Aggregate review scores
| Game | Metacritic |
|---|---|
| Episode 1: Tangled Up in Blue | (PC) 70 (PS4) 72 (XONE) 74 |
| Episode 2: Under Pressure | (PC) 72 (PS4) 70 (XONE) 78 |
| Episode 3: More Than a Feeling | (PC) 72 (PS4) 65 (XONE) 70 |
| Episode 4: Who Needs You | (PC) 71 (PS4) 68 (XONE) 73 |
| Episode 5: Don't Stop Believin' | (PC) 68 (PS4) 72 (XONE) 69 |

===Episode 1: Tangled Up in Blue===
Episode 1 received "mixed or average" reviews on all platforms according to the review aggregation website Metacritic.

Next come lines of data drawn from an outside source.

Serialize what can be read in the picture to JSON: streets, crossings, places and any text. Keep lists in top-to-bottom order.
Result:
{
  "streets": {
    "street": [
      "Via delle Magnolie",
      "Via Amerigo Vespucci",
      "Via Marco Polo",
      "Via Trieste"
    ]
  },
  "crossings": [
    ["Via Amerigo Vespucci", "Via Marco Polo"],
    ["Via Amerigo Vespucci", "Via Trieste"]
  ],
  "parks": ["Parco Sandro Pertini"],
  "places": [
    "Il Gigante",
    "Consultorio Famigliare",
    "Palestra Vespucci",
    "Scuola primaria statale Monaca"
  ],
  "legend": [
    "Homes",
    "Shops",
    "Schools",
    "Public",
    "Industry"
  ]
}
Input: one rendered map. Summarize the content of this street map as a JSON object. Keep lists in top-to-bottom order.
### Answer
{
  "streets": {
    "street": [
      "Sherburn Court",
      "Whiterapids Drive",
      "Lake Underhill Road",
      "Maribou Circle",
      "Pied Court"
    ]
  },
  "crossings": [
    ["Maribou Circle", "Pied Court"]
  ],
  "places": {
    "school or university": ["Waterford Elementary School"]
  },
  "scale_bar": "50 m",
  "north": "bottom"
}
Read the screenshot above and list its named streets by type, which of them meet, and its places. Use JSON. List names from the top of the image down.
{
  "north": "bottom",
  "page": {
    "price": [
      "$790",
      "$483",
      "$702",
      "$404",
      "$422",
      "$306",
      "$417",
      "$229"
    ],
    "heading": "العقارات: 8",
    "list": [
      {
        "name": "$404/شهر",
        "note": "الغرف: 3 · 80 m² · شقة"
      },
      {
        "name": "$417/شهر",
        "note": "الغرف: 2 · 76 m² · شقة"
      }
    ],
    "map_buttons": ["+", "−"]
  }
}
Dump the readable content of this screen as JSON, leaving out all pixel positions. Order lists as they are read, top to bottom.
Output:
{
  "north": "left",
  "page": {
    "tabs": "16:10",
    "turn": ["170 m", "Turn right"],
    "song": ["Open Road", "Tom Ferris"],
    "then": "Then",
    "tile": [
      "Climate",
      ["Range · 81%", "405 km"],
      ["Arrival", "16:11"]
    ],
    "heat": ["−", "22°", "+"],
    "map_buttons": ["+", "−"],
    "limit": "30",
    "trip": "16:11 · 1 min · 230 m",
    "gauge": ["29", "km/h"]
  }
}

===Episode 2: Under Pressure===
The Xbox One version of Episode 2 received "generally favorable reviews", while the PC and PlayStation 4 versions received "mixed or average" reviews, according to Metacritic.

===Episode 3: More Than a Feeling===
Episode 3 received "mixed or average reviews" on all platforms according to Metacritic.

===Episode 4: Who Needs You===
Episode 4 received "mixed or average reviews" on all platforms according to Metacritic.

===Episode 5: Don't Stop Believin===
Episode 5 received "mixed or average" reviews on all platforms according to Metacritic.

===Accolades===
The game won the awards for "Performance in a Comedy, Lead" with Scott Porter, and for "Performance in a Comedy, Supporting" with Adam Harrington at the National Academy of Video Game Trade Reviewers Awards; in addition, it was nominated for "Excellence in Convergence" at the 2018 SXSW Gaming Awards.